This script checks given files for dates matching a given format and compare
this with the date of last modification of the file.

Actually the script can do the following:

=over 4

=item *

Find and correct false dates.

=item *

Find files without any date.

=item *

Force dates if no date found.

=item *

Find files with more than one date.

=back

The main motivation for writing this script was to adjust the dates of last
modification in today over 1.100 pages on a constantly growing website. Later
I used it for other web-projects, for memos, source codes...
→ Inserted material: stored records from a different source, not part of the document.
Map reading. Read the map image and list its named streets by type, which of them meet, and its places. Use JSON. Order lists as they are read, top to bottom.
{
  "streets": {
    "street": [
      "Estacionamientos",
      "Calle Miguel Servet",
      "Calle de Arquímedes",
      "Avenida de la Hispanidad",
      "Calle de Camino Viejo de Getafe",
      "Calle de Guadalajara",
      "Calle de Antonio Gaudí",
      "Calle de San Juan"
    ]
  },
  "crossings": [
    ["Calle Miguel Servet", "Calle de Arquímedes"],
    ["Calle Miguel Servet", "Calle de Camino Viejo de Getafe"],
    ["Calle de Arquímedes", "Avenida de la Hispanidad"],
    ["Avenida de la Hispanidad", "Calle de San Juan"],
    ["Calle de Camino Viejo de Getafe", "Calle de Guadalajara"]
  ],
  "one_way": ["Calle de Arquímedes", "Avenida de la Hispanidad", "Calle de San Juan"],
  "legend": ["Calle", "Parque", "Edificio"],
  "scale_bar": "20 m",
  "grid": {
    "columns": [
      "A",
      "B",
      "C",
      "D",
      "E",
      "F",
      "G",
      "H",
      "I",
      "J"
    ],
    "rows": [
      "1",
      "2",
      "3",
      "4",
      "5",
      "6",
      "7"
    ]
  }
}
You specify all options by using the command line. The following is the hole
story about this options:

=head2 Directories and Files

All non-options found in commandline assumed to be either a file or a path.
Files and paths can be mixed together (also with options) but the paths should
be valid and will direct send to the find-routine from C<File::Find> for
(recursivly) scanning. B<Note!> You can use your shell-globbing commandline to
submit many files but they also have to pass the C<-m> match if given. If no
file and no path given the current workdirectory is used.

=over 4

=item -r, --no-recurs

No recursive file scanning.

=item -m, --match

Regular expression for files to match. Use Doublequotes to submit complex RXs.
B<Note!> The complete filename including the path is tested. Multiple entries
are possible but the order is important for speed. All files will checked if
not set. (the default behavior)

=item -i, --no-bin

If you don't want to check binary files you have to set this flag. The test is
made by Perls Filetestoperator.

=back

=head2 Date to match

=over 4

=item -d, --date-style

The style of the date to match.

The syntax for submitting datestyles is similar to the syntax of the C<date>
command known in the unix-world. You specify a line containing some directives
which matching and producing parts of a date. All directives starts with '%'
followed by one char. All other chars will used unchanged.

Possible directives:

     %d  %D    Day
     %m  %M    Month
     %y  %Y    Year
     %t  %T    Minute
     %s  %S    Second
     %h  %H    Hour
     %%        simple matchs and produces '%'

The Year-directive looks for numeric fields with exactly two (%y) or exactly
four (%Y) digits. All other directives are looking for one or two digits.
Use the uppercase chars to produce numeric fields with leading zeroes.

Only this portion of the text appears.